• **Task requirements**
Report each line of the data that includes the word "rows".

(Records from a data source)

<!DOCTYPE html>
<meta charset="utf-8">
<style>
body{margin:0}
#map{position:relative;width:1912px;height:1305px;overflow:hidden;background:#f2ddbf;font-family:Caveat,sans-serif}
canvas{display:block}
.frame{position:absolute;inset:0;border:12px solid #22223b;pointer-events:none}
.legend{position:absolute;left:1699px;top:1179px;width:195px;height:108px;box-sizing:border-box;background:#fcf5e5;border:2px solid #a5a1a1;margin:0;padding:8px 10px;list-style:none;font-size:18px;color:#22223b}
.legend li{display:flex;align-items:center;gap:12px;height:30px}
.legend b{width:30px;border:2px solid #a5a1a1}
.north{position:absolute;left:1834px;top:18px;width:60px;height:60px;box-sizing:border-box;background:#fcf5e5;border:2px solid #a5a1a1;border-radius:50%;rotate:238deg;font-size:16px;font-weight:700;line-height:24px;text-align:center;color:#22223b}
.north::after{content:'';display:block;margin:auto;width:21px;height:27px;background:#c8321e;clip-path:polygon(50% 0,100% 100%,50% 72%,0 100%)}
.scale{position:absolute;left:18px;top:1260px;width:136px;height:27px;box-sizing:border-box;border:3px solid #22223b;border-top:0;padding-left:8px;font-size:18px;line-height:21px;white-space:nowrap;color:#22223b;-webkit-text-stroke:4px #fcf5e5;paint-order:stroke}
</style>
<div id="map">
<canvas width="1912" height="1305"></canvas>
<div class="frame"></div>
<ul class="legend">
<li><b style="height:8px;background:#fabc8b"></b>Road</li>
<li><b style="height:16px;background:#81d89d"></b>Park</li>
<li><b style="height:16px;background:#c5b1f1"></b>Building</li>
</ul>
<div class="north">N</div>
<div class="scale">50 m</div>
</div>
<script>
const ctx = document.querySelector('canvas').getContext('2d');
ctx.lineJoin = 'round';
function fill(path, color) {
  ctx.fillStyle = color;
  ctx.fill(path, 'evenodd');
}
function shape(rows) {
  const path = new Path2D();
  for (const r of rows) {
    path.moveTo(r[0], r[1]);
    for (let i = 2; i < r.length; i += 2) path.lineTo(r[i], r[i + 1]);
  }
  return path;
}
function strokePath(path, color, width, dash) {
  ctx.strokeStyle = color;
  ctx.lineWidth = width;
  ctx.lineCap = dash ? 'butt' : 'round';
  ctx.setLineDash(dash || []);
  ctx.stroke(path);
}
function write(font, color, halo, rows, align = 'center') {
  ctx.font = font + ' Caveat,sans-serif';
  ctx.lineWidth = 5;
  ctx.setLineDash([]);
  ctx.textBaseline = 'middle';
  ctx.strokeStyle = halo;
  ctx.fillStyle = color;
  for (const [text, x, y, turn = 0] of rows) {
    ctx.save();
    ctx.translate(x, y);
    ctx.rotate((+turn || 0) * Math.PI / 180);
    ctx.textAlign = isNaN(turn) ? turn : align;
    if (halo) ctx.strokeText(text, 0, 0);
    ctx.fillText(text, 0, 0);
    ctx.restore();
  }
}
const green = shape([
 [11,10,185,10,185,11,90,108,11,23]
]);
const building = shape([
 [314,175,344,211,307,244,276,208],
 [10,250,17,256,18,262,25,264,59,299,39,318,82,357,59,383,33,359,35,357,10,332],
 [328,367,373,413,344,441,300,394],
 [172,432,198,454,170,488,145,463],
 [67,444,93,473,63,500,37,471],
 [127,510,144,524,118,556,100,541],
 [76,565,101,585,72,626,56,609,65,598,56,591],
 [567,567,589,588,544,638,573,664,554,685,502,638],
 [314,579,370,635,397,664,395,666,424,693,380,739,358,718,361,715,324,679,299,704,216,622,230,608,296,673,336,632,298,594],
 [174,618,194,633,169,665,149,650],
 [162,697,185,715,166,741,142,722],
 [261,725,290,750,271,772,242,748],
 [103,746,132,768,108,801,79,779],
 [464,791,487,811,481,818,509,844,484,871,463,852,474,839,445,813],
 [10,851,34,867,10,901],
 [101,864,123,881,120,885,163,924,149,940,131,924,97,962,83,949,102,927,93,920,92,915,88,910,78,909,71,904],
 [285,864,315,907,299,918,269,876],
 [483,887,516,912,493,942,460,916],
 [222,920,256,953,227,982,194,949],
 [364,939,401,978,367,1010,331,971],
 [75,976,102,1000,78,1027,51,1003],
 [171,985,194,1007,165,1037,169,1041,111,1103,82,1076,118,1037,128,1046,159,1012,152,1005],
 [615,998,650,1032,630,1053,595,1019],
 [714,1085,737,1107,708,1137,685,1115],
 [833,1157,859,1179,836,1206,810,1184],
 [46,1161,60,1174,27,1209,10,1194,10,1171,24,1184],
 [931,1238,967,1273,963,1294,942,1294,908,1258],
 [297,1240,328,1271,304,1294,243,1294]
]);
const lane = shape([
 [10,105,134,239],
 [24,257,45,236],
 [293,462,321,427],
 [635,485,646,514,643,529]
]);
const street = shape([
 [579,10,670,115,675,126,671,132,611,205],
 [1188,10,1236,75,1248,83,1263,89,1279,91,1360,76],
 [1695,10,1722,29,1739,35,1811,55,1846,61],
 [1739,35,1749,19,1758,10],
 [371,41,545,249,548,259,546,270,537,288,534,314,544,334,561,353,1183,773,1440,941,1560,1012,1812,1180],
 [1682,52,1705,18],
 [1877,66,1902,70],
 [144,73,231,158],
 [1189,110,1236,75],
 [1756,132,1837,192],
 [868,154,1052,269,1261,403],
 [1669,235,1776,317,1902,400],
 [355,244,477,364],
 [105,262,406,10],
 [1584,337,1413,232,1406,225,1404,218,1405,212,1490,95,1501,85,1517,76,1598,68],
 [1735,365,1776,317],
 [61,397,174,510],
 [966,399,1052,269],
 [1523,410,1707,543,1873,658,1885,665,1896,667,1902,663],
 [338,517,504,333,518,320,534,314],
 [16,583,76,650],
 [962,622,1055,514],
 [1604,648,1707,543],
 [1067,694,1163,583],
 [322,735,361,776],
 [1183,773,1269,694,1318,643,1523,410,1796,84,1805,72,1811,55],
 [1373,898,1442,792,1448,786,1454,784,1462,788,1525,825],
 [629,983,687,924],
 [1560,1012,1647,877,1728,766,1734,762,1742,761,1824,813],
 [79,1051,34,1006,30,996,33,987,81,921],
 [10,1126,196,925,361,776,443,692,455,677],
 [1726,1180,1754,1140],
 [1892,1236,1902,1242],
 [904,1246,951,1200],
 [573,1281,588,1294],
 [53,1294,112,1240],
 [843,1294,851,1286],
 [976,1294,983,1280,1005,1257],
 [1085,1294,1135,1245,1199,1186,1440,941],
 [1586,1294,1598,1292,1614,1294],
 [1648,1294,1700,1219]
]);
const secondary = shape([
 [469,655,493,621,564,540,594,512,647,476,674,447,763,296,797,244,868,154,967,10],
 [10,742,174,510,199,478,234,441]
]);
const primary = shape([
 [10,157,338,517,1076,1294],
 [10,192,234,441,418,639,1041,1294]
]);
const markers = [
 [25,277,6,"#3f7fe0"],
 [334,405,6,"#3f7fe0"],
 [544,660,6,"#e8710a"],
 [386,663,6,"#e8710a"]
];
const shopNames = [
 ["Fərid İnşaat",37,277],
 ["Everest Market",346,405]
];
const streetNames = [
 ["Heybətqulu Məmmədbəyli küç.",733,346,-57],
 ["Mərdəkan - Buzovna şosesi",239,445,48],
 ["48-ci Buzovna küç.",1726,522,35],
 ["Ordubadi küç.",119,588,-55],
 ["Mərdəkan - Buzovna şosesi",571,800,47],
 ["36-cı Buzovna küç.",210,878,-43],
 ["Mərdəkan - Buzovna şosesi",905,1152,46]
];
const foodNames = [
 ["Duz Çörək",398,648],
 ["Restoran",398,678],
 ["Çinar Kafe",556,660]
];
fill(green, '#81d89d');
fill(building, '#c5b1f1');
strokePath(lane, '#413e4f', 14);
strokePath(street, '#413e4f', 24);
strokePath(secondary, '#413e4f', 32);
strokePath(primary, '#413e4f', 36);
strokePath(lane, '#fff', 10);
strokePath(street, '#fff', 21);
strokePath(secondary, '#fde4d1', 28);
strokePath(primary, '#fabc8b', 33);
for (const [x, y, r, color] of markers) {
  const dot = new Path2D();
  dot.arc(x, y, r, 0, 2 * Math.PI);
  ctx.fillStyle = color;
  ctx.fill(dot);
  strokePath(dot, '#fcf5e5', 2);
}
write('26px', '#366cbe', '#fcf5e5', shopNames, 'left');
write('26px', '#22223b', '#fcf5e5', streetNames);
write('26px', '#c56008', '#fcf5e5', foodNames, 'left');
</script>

• **Reply to the exercise**
function shape(rows) {
  for (const r of rows) {
function write(font, color, halo, rows, align = 'center') {
  for (const [text, x, y, turn = 0] of rows) {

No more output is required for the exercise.